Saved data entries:

——

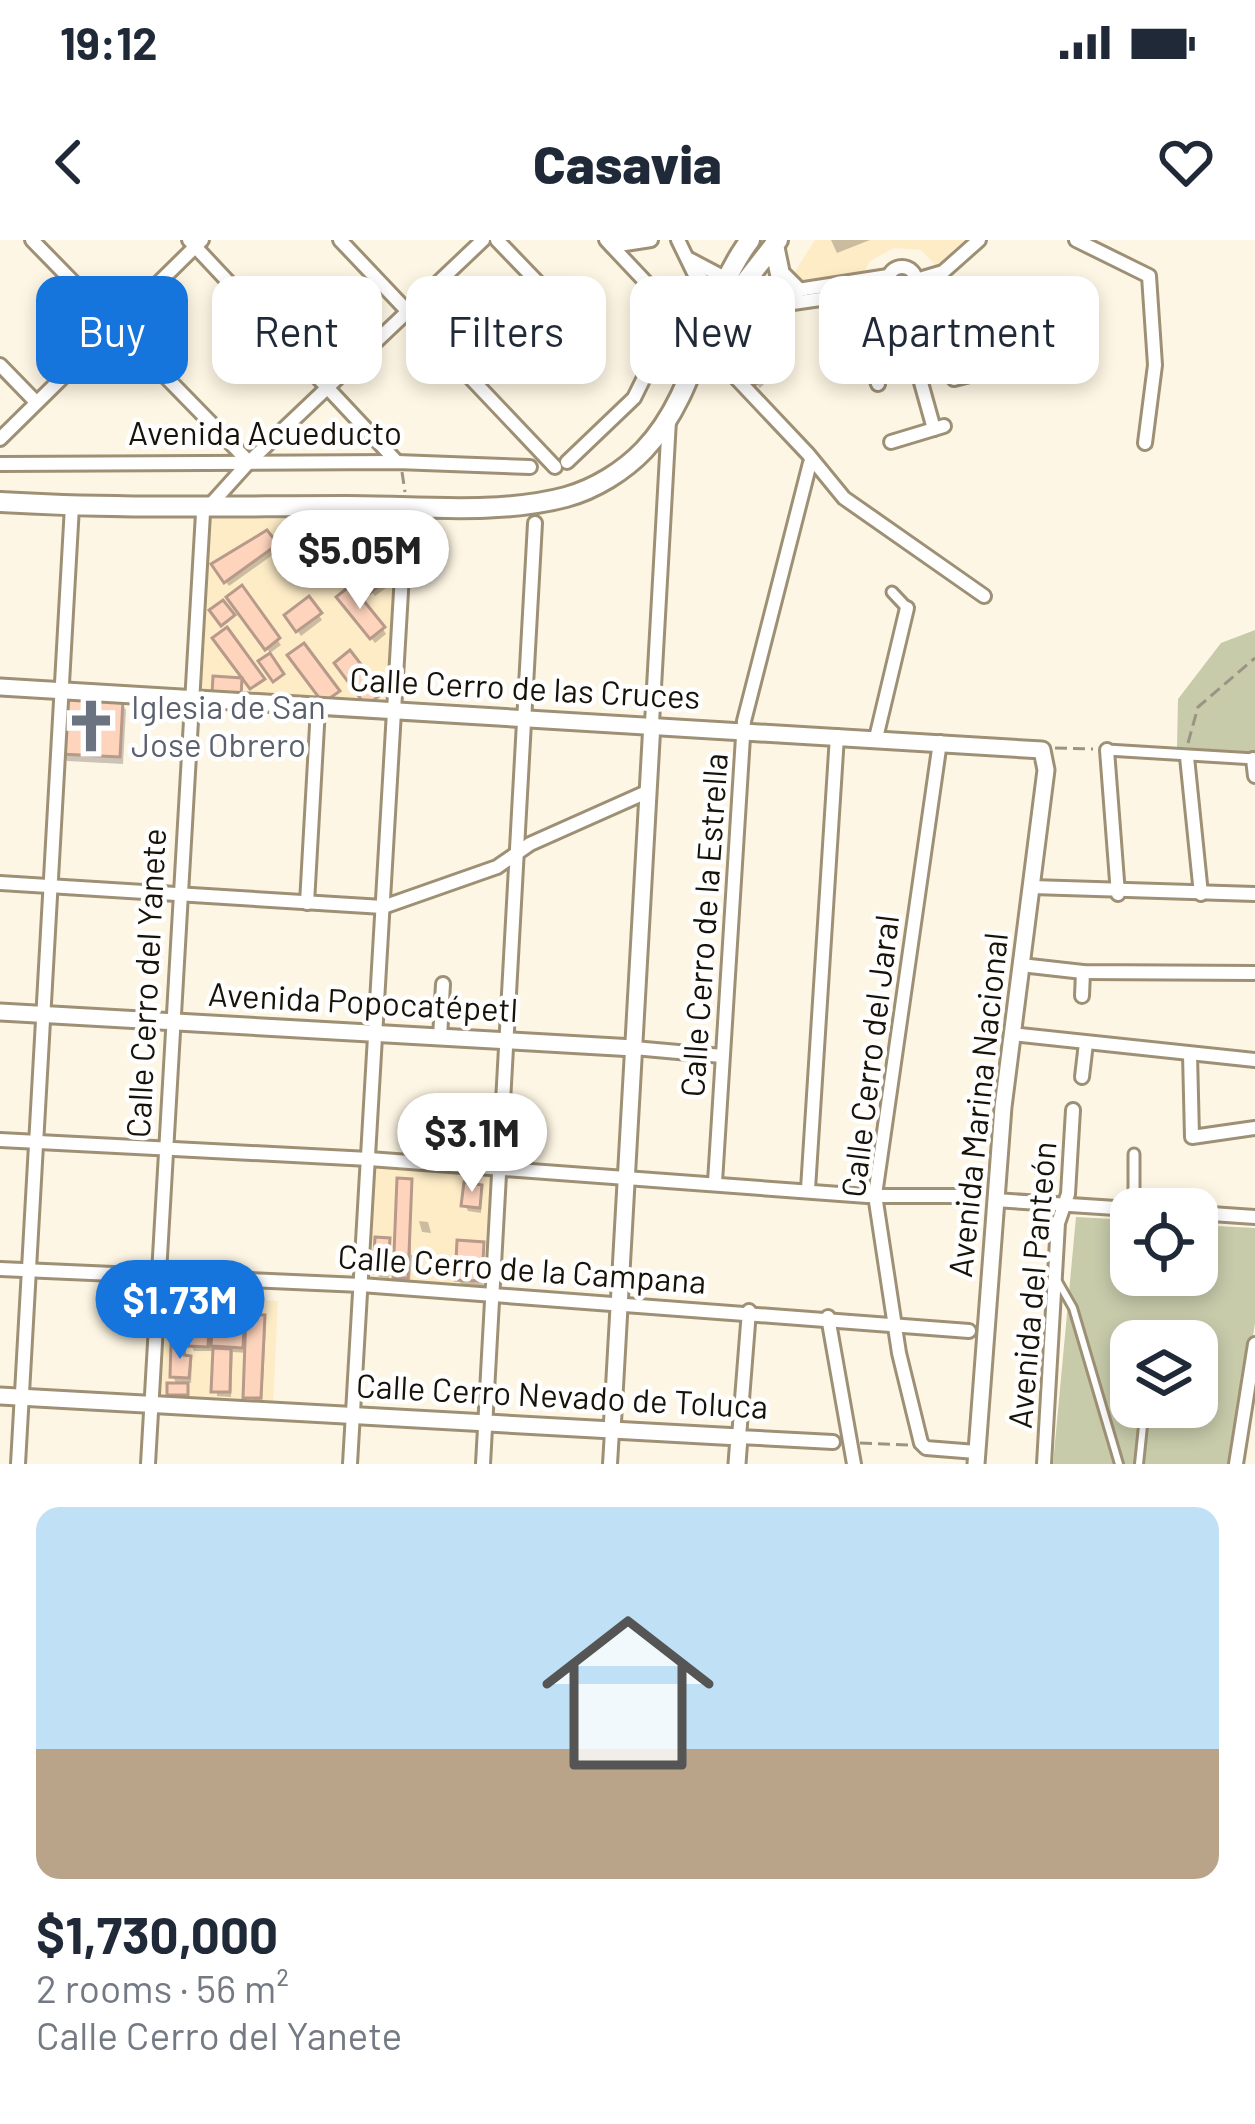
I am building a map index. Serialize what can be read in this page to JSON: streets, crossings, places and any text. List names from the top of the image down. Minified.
{"streets":{"street":["Avenida Acueducto","Calle Cerro de las Cruces","Calle Cerro de la Estrella","Calle Cerro del Yanete","Avenida Popocatépetl","Calle Cerro del Jaral","Avenida Marina Nacional","Calle Cerro de la Campana","Avenida del Panteón","Calle Cerro Nevado de Toluca"]},"crossings":[["Calle Cerro de las Cruces","Calle Cerro de la Estrella"],["Calle Cerro de las Cruces","Calle Cerro del Yanete"],["Calle Cerro de las Cruces","Calle Cerro del Jaral"],["Calle Cerro de las Cruces","Avenida Marina Nacional"],["Calle Cerro de la Estrella","Avenida Popocatépetl"],["Calle Cerro del Yanete","Avenida Popocatépetl"],["Calle Cerro del Yanete","Calle Cerro de la Campana"],["Calle Cerro del Yanete","Calle Cerro Nevado de Toluca"],["Calle Cerro del Jaral","Calle Cerro de la Campana"]],"places":{"church":["Iglesia de San Jose Obrero"]},"page":{"status":"19:12","header":"Casavia","chip":["Buy","Rent","Filters","New","Apartment"],"price":["$5.05M","$3.1M","$1.73M"],"list":[{"name":"$1,730,000","note":"2 rooms · 56 m² · Calle Cerro del Yanete"}]}}
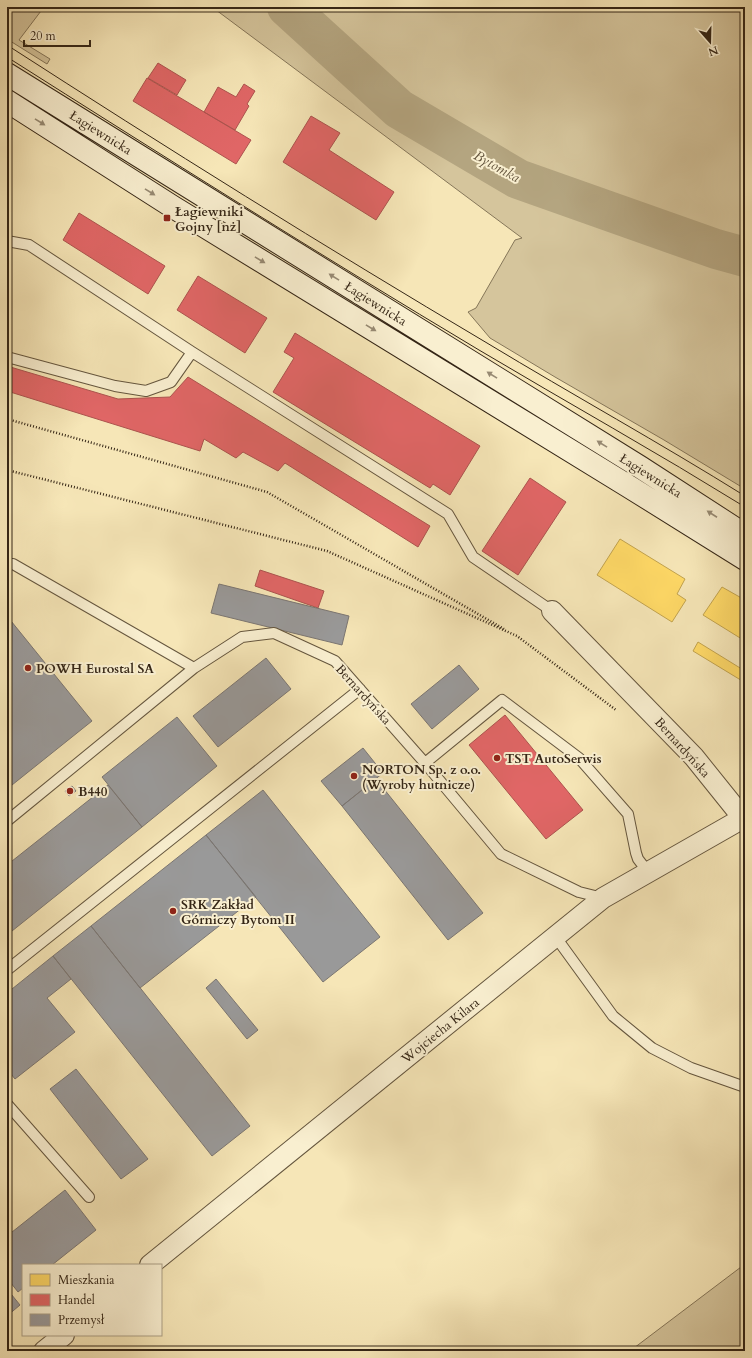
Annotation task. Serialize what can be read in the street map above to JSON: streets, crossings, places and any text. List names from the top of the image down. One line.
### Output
{"streets":{"main road":["Łagiewnicka"],"street":["Bernardyńska","Wojciecha Kilara"]},"crossings":[["Bernardyńska","Wojciecha Kilara"]],"water":["Bytomka"],"places":{"transit":["Łagiewniki Gojny [nż]"],"other":["POWH Eurostal SA","TST AutoSerwis","NORTON Sp. z o.o. (Wyroby hutnicze)","B440","SRK Zakład Górniczy Bytom II"]},"legend":["Mieszkania","Handel","Przemysł"],"scale_bar":"20 m","north":"bottom"}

——

Your assignment: Copy the lines exactly as they appear from the opening of the entries above through the line with "Annotation task. Serialize", excluding all pictures.

Response:
I am building a map index. Serialize what can be read in this page to JSON: streets, crossings, places and any text. List names from the top of the image down. Minified.
{"streets":{"street":["Avenida Acueducto","Calle Cerro de las Cruces","Calle Cerro de la Estrella","Calle Cerro del Yanete","Avenida Popocatépetl","Calle Cerro del Jaral","Avenida Marina Nacional","Calle Cerro de la Campana","Avenida del Panteón","Calle Cerro Nevado de Toluca"]},"crossings":[["Calle Cerro de las Cruces","Calle Cerro de la Estrella"],["Calle Cerro de las Cruces","Calle Cerro del Yanete"],["Calle Cerro de las Cruces","Calle Cerro del Jaral"],["Calle Cerro de las Cruces","Avenida Marina Nacional"],["Calle Cerro de la Estrella","Avenida Popocatépetl"],["Calle Cerro del Yanete","Avenida Popocatépetl"],["Calle Cerro del Yanete","Calle Cerro de la Campana"],["Calle Cerro del Yanete","Calle Cerro Nevado de Toluca"],["Calle Cerro del Jaral","Calle Cerro de la Campana"]],"places":{"church":["Iglesia de San Jose Obrero"]},"page":{"status":"19:12","header":"Casavia","chip":["Buy","Rent","Filters","New","Apartment"],"price":["$5.05M","$3.1M","$1.73M"],"list":[{"name":"$1,730,000","note":"2 rooms · 56 m² · Calle Cerro del Yanete"}]}}
Annotation task. Serialize what can be read in the street map above to JSON: streets, crossings, places and any text. List names from the top of the image down. One line.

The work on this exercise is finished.